(Collected data)
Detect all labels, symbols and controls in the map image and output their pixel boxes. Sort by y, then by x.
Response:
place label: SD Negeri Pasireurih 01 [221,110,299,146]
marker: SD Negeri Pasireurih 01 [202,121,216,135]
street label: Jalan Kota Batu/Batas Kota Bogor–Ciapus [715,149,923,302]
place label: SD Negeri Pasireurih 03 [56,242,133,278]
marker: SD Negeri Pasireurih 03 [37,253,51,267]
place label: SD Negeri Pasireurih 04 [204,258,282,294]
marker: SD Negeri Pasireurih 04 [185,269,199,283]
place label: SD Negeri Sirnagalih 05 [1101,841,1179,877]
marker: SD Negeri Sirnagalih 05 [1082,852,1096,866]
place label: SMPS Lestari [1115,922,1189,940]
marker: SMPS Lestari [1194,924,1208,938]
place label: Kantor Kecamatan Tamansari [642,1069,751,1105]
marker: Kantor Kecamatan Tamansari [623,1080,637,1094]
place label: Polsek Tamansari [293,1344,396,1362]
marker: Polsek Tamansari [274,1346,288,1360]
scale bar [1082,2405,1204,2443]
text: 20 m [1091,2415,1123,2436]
==
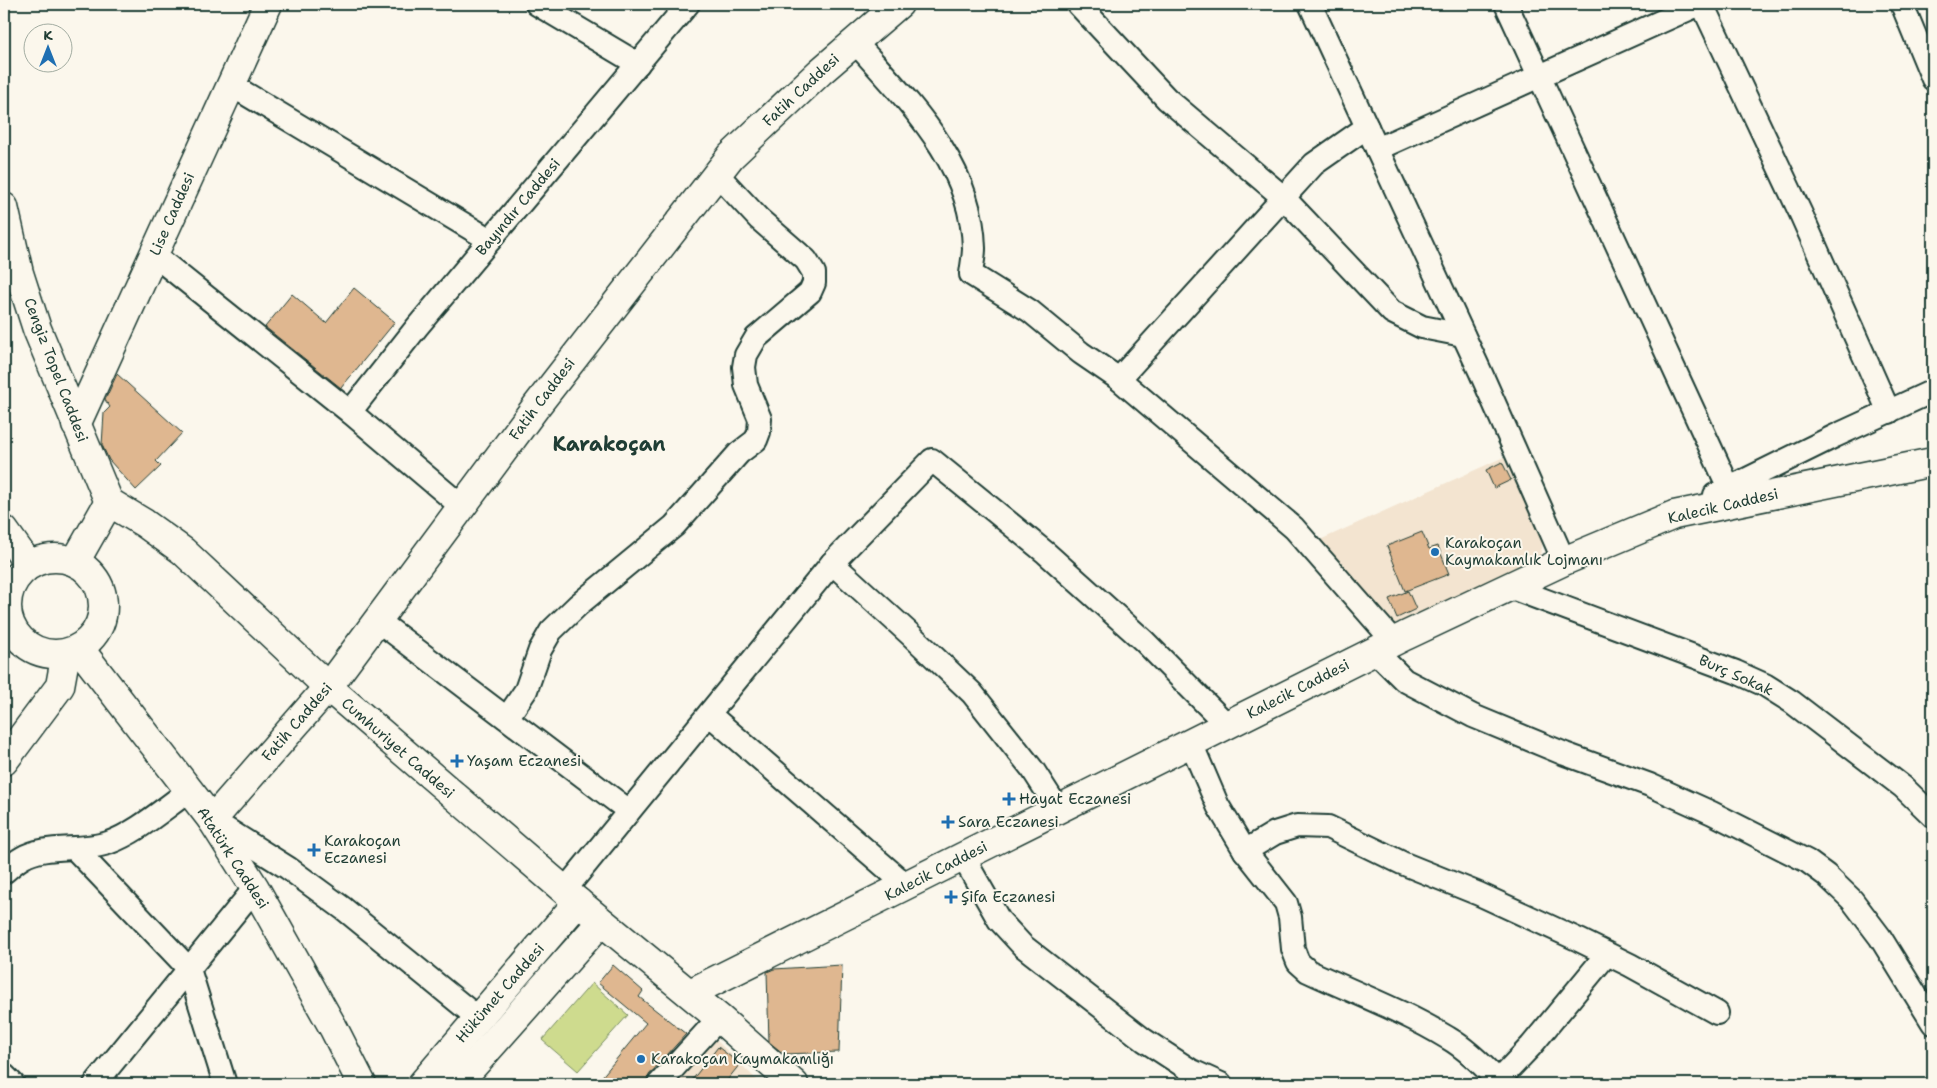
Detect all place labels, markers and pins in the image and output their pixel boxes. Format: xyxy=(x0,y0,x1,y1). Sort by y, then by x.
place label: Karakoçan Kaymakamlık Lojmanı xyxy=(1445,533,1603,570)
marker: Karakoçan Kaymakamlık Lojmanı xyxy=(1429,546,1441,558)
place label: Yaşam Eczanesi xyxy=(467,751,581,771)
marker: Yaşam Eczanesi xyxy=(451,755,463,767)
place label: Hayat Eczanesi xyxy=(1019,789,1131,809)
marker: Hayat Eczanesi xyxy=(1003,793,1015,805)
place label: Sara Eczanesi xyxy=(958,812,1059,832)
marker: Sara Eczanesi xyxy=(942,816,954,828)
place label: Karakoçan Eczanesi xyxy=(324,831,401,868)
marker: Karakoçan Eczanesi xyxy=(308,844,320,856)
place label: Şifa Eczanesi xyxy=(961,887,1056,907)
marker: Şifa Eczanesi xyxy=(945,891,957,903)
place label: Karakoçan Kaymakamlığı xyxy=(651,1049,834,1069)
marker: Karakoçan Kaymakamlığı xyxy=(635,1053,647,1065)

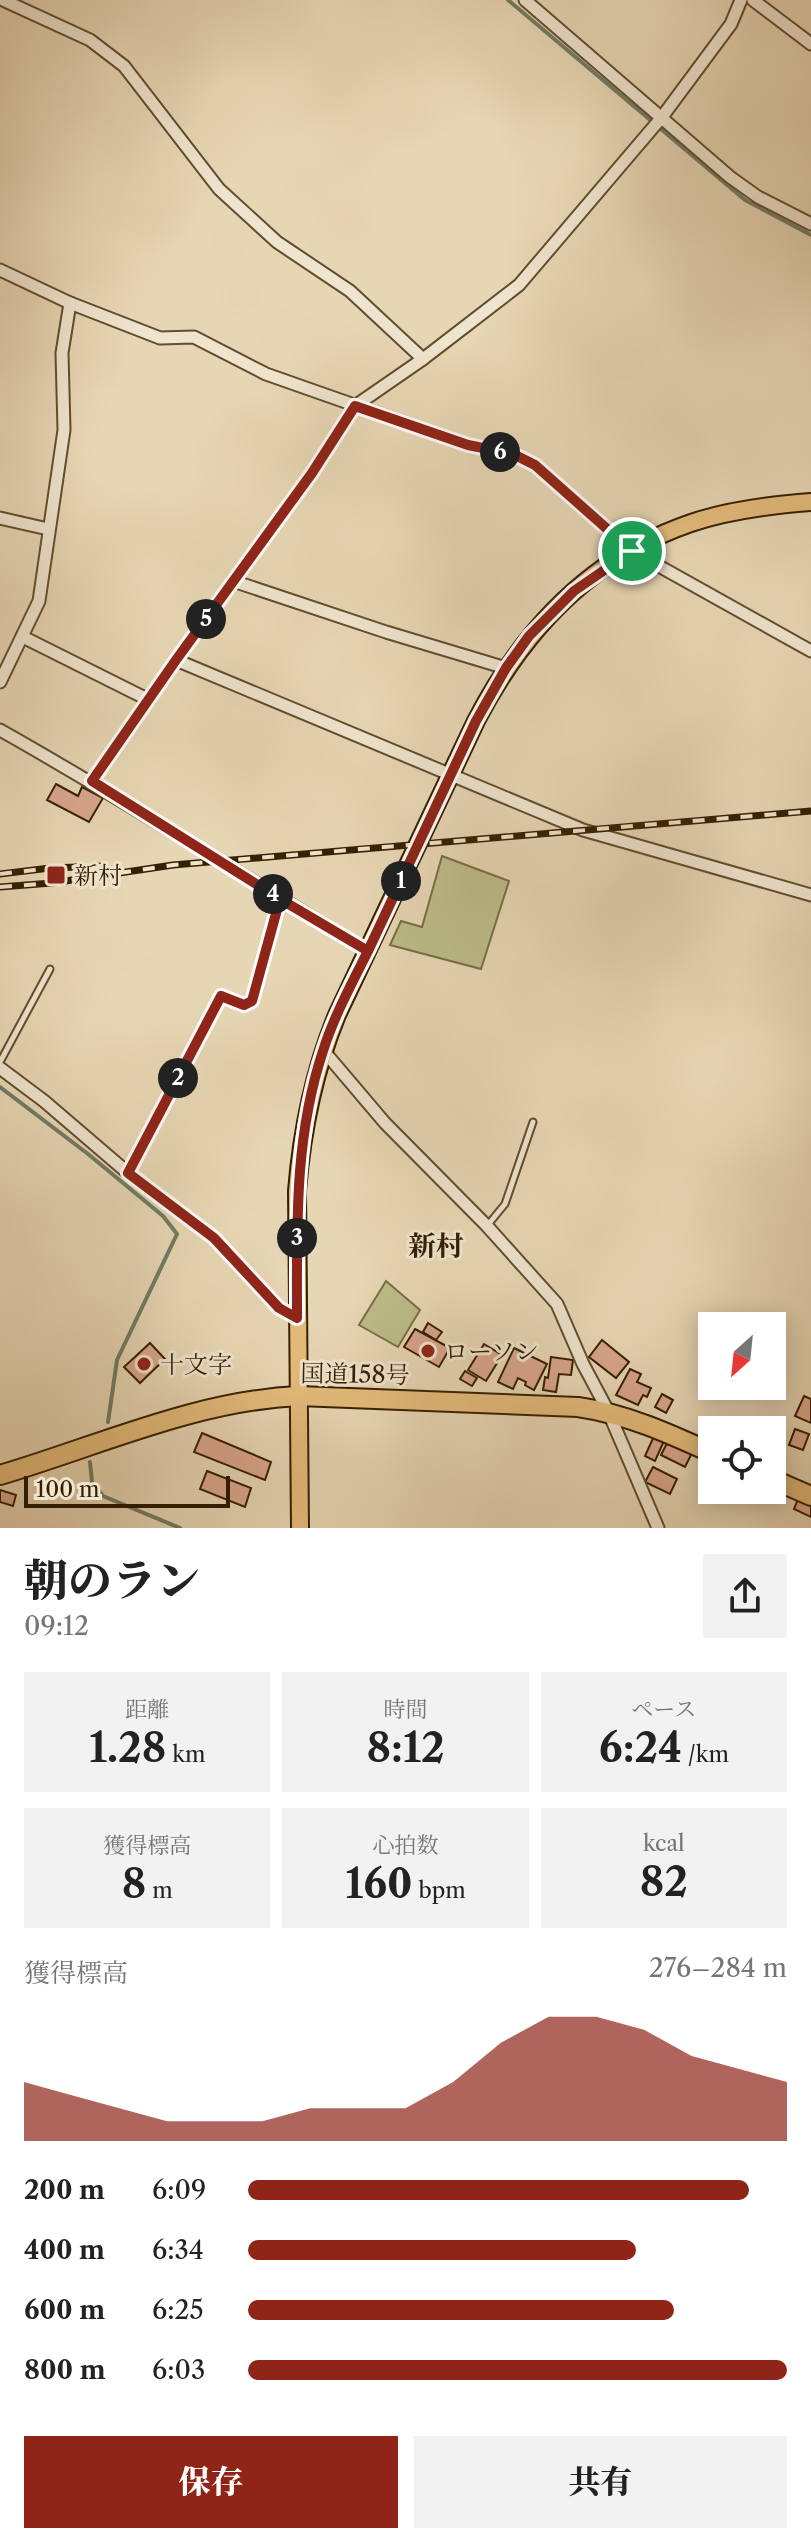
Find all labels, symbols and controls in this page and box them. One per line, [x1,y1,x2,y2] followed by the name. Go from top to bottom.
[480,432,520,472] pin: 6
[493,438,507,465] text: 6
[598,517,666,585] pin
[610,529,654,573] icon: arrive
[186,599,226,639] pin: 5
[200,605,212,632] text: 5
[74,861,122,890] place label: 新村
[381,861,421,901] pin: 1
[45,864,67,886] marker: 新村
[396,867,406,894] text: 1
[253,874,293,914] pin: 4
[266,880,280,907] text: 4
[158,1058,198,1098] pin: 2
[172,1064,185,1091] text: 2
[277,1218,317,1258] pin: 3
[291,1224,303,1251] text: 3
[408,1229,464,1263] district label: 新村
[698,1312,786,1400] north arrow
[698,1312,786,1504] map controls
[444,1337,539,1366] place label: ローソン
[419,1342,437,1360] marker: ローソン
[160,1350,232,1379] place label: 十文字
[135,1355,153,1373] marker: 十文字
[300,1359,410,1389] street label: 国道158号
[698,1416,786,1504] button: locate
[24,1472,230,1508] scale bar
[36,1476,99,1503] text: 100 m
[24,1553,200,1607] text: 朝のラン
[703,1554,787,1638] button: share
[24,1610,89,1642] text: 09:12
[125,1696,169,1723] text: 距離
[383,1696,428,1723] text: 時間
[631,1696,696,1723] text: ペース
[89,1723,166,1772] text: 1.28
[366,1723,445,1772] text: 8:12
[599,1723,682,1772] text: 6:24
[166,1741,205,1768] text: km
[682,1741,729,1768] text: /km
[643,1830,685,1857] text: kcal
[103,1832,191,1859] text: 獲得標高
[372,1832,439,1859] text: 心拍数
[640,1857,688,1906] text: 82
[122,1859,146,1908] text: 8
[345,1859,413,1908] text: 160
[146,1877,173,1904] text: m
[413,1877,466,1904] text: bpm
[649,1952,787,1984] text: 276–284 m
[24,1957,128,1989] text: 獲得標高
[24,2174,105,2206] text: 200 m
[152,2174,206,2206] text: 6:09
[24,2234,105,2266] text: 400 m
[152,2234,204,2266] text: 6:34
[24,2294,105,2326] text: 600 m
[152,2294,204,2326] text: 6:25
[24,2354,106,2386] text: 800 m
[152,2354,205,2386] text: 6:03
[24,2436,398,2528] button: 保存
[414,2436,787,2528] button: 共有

Aim of the exercise:
Whenever a line in the entries above includes the word "Eczanesi", pull that line out.

Result:
place label: Yaşam Eczanesi xyxy=(467,751,581,771)
marker: Yaşam Eczanesi xyxy=(451,755,463,767)
place label: Hayat Eczanesi xyxy=(1019,789,1131,809)
marker: Hayat Eczanesi xyxy=(1003,793,1015,805)
place label: Sara Eczanesi xyxy=(958,812,1059,832)
marker: Sara Eczanesi xyxy=(942,816,954,828)
place label: Karakoçan Eczanesi xyxy=(324,831,401,868)
marker: Karakoçan Eczanesi xyxy=(308,844,320,856)
place label: Şifa Eczanesi xyxy=(961,887,1056,907)
marker: Şifa Eczanesi xyxy=(945,891,957,903)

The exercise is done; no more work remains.